After serving three terms on the Oakland City Council, Councilmember Dan Kalb earned a reputation as a hard-working, committed public servant and effective environmental and affordable housing policy advocate and lawmaker.
Dan has worked as a policy director; environmental, public interest, and social justice advocate; practical progressive reformer and engaged community service volunteer. In his twelve years on the Oakland City Council, Dan has proven what can be accomplished as a determined and proactive elected leader.
Dan is a three-term City Councilmember who has authored laws to stop ghost guns, create an independent police oversight commission, raise tens of millions for affordable housing, protect tenants from displacement, stop coal in Oakland, ban single-use plastic food ware, strengthen the Public Ethics Commission, create a progressive real estate transfer tax, require seismic retrofits of apartment buildings, expand library services/hours, create a city-OUSD partnership to keep kids in school, and much more.
Dan has over 30 years of policy experience, including 10 years experience crafting state legislation and successfully engaging in the legislative and regulatory processes in Sacramento. Dan worked for the Union of Concerned Scientists for nine years as their statewide policy director. Previously, he worked for the Sierra Club and other advocacy groups. With a deep background in social justice and environmental advocacy, Dan is committed to promoting data-driven solutions to tough problems facing our communities, including resolving housing affordability and homelessness crisis, enhancing wildfire prevention and disaster resiliency, acting local and statewide to combat climate change, investing in public safety, promoting safe, walkable communities and access to public transit, and setting the education table for our youth.
Dan Kalb served three terms (12 years) on the Oakland City Council. First elected in 2012, Dan earned a reputation as a proactive and detail-oriented municipal policymaker.
As a long-time environmental leader, Dan authored legislation to ban the storage & handling of coal in Oakland, eliminate single-use plastic foodware and require reusables, require new buildings to be all-electric, divest city holdings from fossil fuels interests, phase out gas-powered leaf-blowers, ban neonicotinoids to protect pollinators, require general plan revisions to incorporate climate resilience strategies, and more. He helped guide the city in creating a strong wildfire prevention vegetation management plan and led the Council’s participation in approving the city’s Equitable Climate Action Plan.

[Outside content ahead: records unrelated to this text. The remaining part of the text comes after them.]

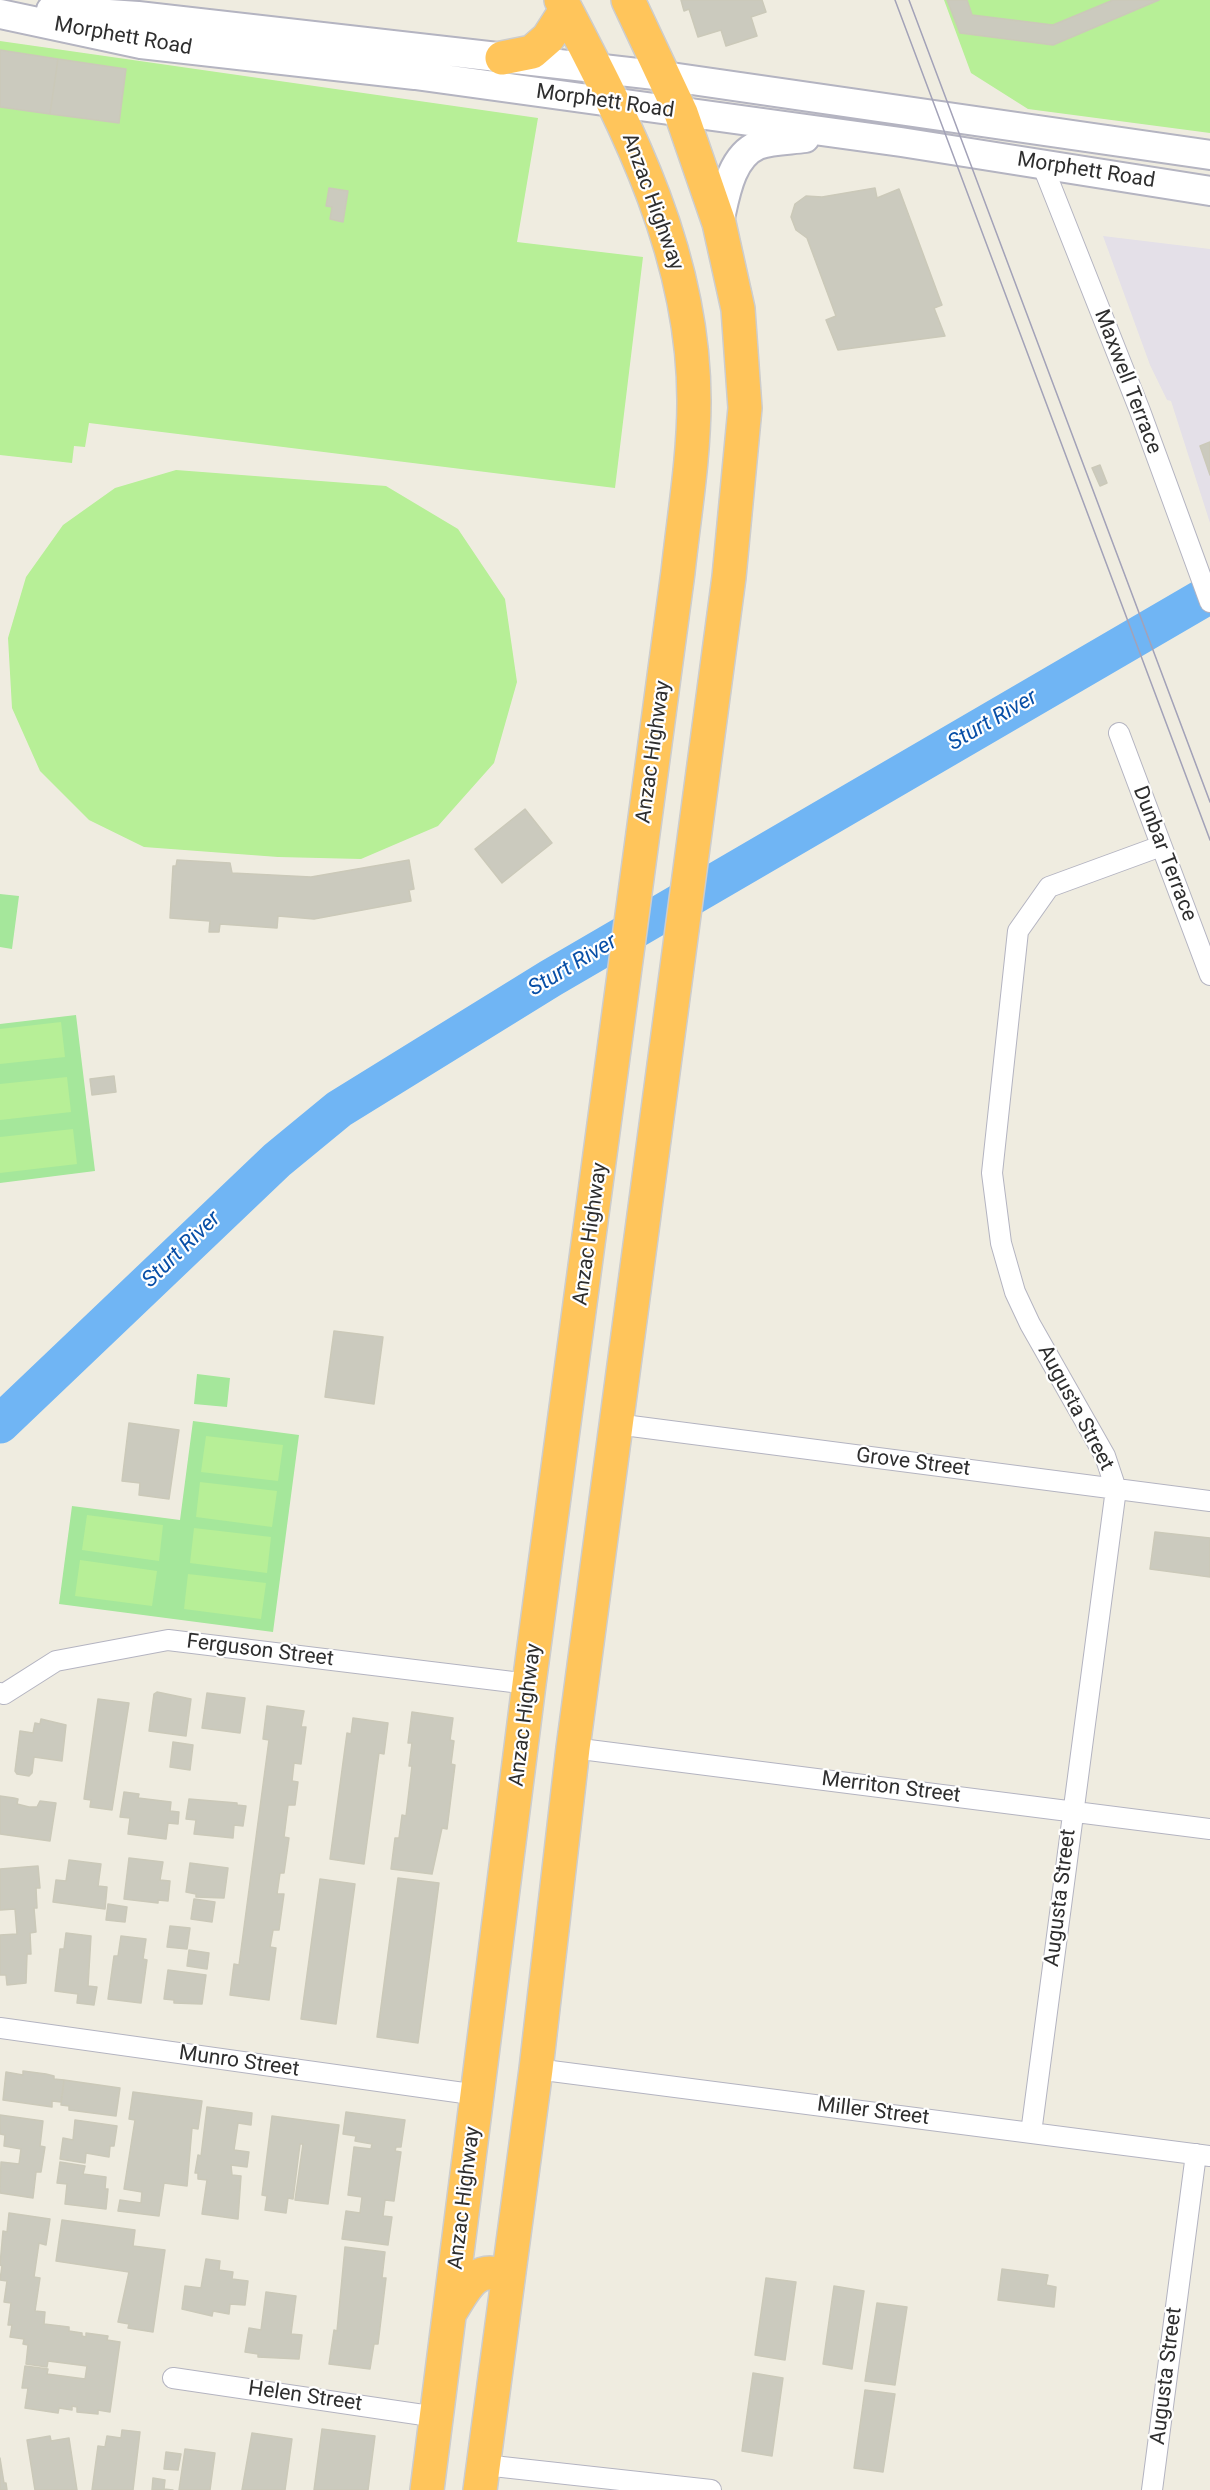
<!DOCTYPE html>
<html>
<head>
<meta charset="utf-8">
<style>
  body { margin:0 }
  canvas { display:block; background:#efece0 }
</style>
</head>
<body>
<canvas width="1210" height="2490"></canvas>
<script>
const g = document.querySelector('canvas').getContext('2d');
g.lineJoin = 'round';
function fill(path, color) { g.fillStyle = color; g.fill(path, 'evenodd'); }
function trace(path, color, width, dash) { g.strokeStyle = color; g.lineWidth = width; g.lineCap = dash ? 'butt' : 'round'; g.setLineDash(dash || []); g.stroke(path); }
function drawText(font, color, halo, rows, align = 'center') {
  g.font = font + ' Roboto,sans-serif'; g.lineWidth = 4.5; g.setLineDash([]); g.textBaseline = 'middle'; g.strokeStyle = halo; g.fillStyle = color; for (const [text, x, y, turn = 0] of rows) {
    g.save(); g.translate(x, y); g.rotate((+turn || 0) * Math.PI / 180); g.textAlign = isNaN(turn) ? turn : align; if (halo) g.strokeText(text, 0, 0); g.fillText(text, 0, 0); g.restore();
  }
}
fill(new Path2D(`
  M1103,236l107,13v274l-39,-122 -4,-1 -17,-35z`), '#e4e0e8');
fill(new Path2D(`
  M0,894l19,2 -7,53 -12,-2z
  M76,1015l19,156 -95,12v-159z
  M197,1374l33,4 -3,29 -33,-3z
  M193,1421l106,14 -26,197 -214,-28 13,-98 108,14z`), '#a5e79b');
fill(new Path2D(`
  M944,0h266v133l-182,-24 -57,-36z
  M0,41l538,77 -21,124 126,15 -28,231 -526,-65 -4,24 -11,-1 -2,17 -72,-8z
  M176,470l210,16 72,43 47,70 12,83 -23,81 -56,63 -77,33 -83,-2 -134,-10 -55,-27 -49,-49 -28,-63 -4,-70 18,-61 37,-52 52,-37z
  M61,1022l4,35 -65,7v-35z
  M67,1077l4,35 -71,8v-36z
  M73,1129l4,35 -77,9v-36z
  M206,1436l77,9 -5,36 -77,-9z
  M200,1482l77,9 -5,36 -76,-10z
  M87,1515l76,10 -4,36 -77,-11z
  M194,1528l77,9 -4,36 -77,-10z
  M80,1560l77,11 -5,35 -77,-10z
  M188,1574l78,9 -5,36 -77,-10z`), '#b7ef97');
trace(new Path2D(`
  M0,1424l277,-264 62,-51 212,-131 659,-384`), '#70b5f4', 39);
const building = new Path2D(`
  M681,0h81l4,12 -15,5 6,19 -31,10 -5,-16 -23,7 -9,-28 -5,2z
  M947,0h20l5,15 81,10 60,-25h46l-106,45 -93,-12z
  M0,50l58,9 -8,55 -50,-7z
  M58,59l68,10 -7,54 -69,-9z
  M329,188l19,3 -5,31 -13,-3 2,-12 -6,-1z
  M875,188l2,10 22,-9 43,116 -8,3 11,28 -107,14 -12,-30 10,-4 -29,-78 -11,-8 -5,-13 4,-13 11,-8 16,1z
  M1210,442v33l-10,-29z
  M1100,465l7,18 -7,3 -8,-18z
  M525,809l27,34 -50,40 -27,-34z
  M177,860l53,3 2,10 79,4 98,-17 5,29 -5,1 2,11 -97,18 -36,-3 -1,12 -57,-4 -1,8h-10l1,-11 -40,-3 3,-52h3z
  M114,1076l2,16 -24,3 -2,-16z
  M334,1331l49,6 -9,67 -49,-7z
  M129,1423l50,7 -10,69 -30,-4 1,-12 -18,-2z
  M1155,1532l55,6v39l-60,-8z
  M157,1692l34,7 -5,37 -37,-5 5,-37z
  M207,1693l38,5 -5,35 -38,-5z
  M98,1699l31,4 -17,107 -22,-3 1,-7 -7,-1z
  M267,1706l37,5 -3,16h5l-5,37 -7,-1 -2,18 6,1 -3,23h-7l-4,32 5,1 -5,35h-4l-3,21h7l-5,36h-6l-3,17 6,1 -7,52 -39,-5 4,-31 5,1 30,-225 -6,-1z
  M412,1712l41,6 -3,22 4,1 -3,23 4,1 -8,64 -5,-1 -10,46 -41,-5 4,-31h4l3,-23 4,1 6,-50h-3l3,-23h-4z
  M353,1718l35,5 -4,31 -5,-1 -15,111 -34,-5 17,-126 4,1z
  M41,1719l25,6 -4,36 -28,-4 -2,16 -3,3 -12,-2 -2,-3 5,-40 13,2 2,-10 5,1z
  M173,1742l20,3 -3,25 -20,-3z
  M124,1792l15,2 -1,4 33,4 -1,9 9,1 -1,12 -10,-1 -2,16 -38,-5 2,-16 -10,-1z
  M0,1796l14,2 4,1 -1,5 12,3h8l3,-6 16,2 -6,38 -50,-7z
  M189,1799l48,4v2l9,1 -3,20 -9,-1 -1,13 -39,-4 2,-14 -10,-1z
  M129,1858l34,4 -3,18 10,1 -2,20 -10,-1v3l-34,-4z
  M69,1860l32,4 -3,22 9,1 -2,22 -52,-7 3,-22 10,1z
  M190,1863l38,5 -4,30 -28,-1v-3l-10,-2z
  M38,1866l2,22h-4l1,20h-3l2,24 -6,1 1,21h-4l-1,29 -19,2 -1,-10h-6v-40l17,-1 -2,-25 -15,1v-41z
  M398,1878l41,5 -21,160 -41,-6z
  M320,1879l35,5 -19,140 -35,-5z
  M194,1899l21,3 -3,20 -21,-3z
  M108,1904l19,3 -2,15 -19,-2z
  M170,1926l20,2 -3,21 -20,-2z
  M66,1933l25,3 -3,50 9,1 -3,18 -17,-2 1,-9 -23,-3 5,-42h4z
  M121,1936l25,3 -3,20 4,1 -6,43 -33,-4 6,-43h4z
  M189,1950l20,3 -2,16 -20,-3z
  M168,1970l38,5 -4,29 -28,-1v-3l-10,-1z
  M23,2071l23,3 8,2v3l10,1 -3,22 -9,-1v6l-49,-7 3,-28 17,3z
  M64,2080l56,8 -4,28 -47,-6v-4l-8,-1z
  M133,2092l69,9 -4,28 -6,-1 -5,58 -23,-3 -5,33 -41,-5 2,-11 21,3 1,-11 -18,-3 11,-69 -6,-1z
  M207,2107l45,6 -1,12 -13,-2 -4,27 15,2 -2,15 -16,-2 1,10 9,1 -3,43 -36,-5 5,-34 -9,-1v-6h-3l3,-18 3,1z
  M346,2112l59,8 -4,27h-5l-1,4 6,1 -7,49 -9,-1 -2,16 9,1 -4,28 -46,-6 4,-28 14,2 2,-16 -14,-2 6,-48 17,2 1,-5 -17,-3 1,-5 -13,-2z
  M0,2115l43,6 -3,25 5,1 -4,25h-5l-3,26 -33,-5 1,-31 18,2 2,-15 -17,-3 1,-11 -5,-1z
  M272,2116l67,9 -11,79 -33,-4 8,-56h-3l-7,55 -5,-1 -2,15 -21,-3 2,-14 -5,-1z
  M75,2120l42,6 -3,20h-4l-1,11 -23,-4 -1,10 -25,-4 3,-21 10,2z
  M60,2162l25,4 -2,8 23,3 -1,12h3l-2,20 -41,-5 2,-20 -10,-1z
  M9,2213l41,6 -4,26 -7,-2 -5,34 6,1 -5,33 10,1 -1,12 25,3v4l13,2v3l4,1v-4l22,3 -1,4 13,2 -10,70 -12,-2v4l-21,-2v-5l-5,-1v4l-13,-2 -1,5 -33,-5 3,-20h-6l3,-22 23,3 -1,5 38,5 2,-13 -39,-5 -1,6 -21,-3 2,-19 -5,-1 1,-5 -14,-2 2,-12h-4l3,-22 -7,-1 3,-21 -7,-1 2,-14 -2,-1 3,-34 4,1z
  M62,2220l73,10 -2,16 32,4 -12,82 -25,-4 1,-4 -11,-2 11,-50 -73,-11z
  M345,2247l40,5 -3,26h4l-8,66h-4l-4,25 -41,-5 5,-34 3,1z
  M206,2259l14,2 -1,9 14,2 -1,7 16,2 -3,24 -15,-1 -1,10 -16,-3 -1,5 -30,-7 3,-23 16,2z
  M1002,2269l46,6 -2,10 10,2 -2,20 -56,-7z
  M766,2278l30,4 -11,78 -30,-5z
  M834,2286l30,5 -12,78 -29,-5z
  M266,2292l30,4 -5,38 11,1 -3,24 -41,-2v-3l-13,-2 4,-24 12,2z
  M877,2303l30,4 -12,78 -30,-4z
  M753,2373l30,5 -11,78 -30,-5z
  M865,2390l30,4 -12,78 -29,-4z
  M322,2429l53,7 -7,54h-54z
  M122,2430l18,2 -7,58h-41l6,-44 7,1 2,-11 14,2z
  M252,2433l40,6 -7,51h-43z
  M50,2436l1,5 18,-3 8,52h-42l-8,-50z
  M185,2449l30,4 -5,37h-31z
  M166,2452l15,2 -3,16 -14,-1z
  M0,2458l4,25h2l1,7h-7z
  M153,2478l12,2 -1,9 9,1h-21z`);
fill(building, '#cbcabe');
trace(building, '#cbc9b9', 1.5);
const street = new Path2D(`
  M1042,164l98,247 70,191
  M1119,733l91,242
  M616,1424l594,77
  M0,1693l4,1 52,-33 112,-21 361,44
  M573,1748l637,81
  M0,2028l478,67
  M536,2069l674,87
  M1031,2133l85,-644 -11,-33 -75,-132 -15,-32 -14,-49 -9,-70 26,-242 31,-44 112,-41
  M173,2378l264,39
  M484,2465l227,25
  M1152,2490l44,-336`);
const secondary = new Path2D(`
  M51,10l87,6 526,60 546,79
  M0,14l141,30 274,31 486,67 309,49
  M719,223c6,-26 11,-66 39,-78 13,-5 32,-5 47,-7`);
const highway = new Path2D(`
  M502,58l30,-6 16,-14 18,-28
  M451,2311c15,-24 25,-49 57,-33
  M427,2490l102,-806 149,-1112c6,-56 16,-114 16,-171 0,-148 -67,-274 -133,-401
  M480,2490l56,-421 37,-321 156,-1171 16,-169 -7,-99 -19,-86 -38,-110 -53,-113`);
trace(street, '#b4b4c1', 22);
trace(secondary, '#b4b4c1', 32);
trace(highway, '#cdcdcd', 36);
trace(street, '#fff', 20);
trace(secondary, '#fff', 28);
trace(highway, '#ffc55b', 33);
trace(new Path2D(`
  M895,0l315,840
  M909,0l301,802`), '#a3a2b8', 1.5);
drawText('21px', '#2e2e2e', '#fff', [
  ["Morphett Road",123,37,10],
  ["Morphett Road",605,102,8],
  ["Morphett Road",1086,171,9],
  ["Anzac Highway",652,202,70],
  ["Maxwell Terrace",1127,382,69],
  ["Anzac Highway",654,752,-82],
  ["Dunbar Terrace",1164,854,69],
  ["Anzac Highway",591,1234,-82],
  ["Augusta Street",1075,1408,62],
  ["Grove Street",913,1463,7],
  ["Ferguson Street",260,1651,7],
  ["Anzac Highway",526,1715,-83],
  ["Merriton Street",891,1788,7],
  ["Augusta Street",1061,1898,-83],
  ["Munro Street",239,2062,8],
  ["Miller Street",873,2112,7],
  ["Anzac Highway",465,2198,-83],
  ["Augusta Street",1167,2376,-83],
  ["Helen Street",305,2397,8]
]);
drawText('italic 22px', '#084fa7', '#fff', [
  ["Sturt River",993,721,-30],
  ["Sturt River",573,966,-31],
  ["Sturt River",182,1250,-44]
]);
</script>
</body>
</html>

Dan has been active in interfaith coalitions in the East Bay and served on the board of the Jewish Community Relations Council for several years.
Dan served as a board member and chairperson of Ava Community Energy (formerly East Bay Community Energy), and president of the Alameda County Recycling Board and StopWaste. He currently serves on the board of CivicWell. Dan received a Baccalaureate of Science degree in Conservation of Natural Resources from U.C. Berkeley and a Masters of Public Administration from the University of San Francisco. He is considered a policy expert on a broad range of state and local climate, environmental, clean energy and fuels, and local and regional planning issues. He also has ten years’ experience as a community mediator resolving neighborhood disputes.
Dan is committed to serving the public with dedication and integrity — something he learned from his father, Marcus. Dan's mother Charlotte Levine lived in San Pablo and Oakland until passing away in 2015. Dan and his wife Valarie, a Deputy State Public Defender, enjoy hiking in our beautiful East Bay Regional Parks in their free time.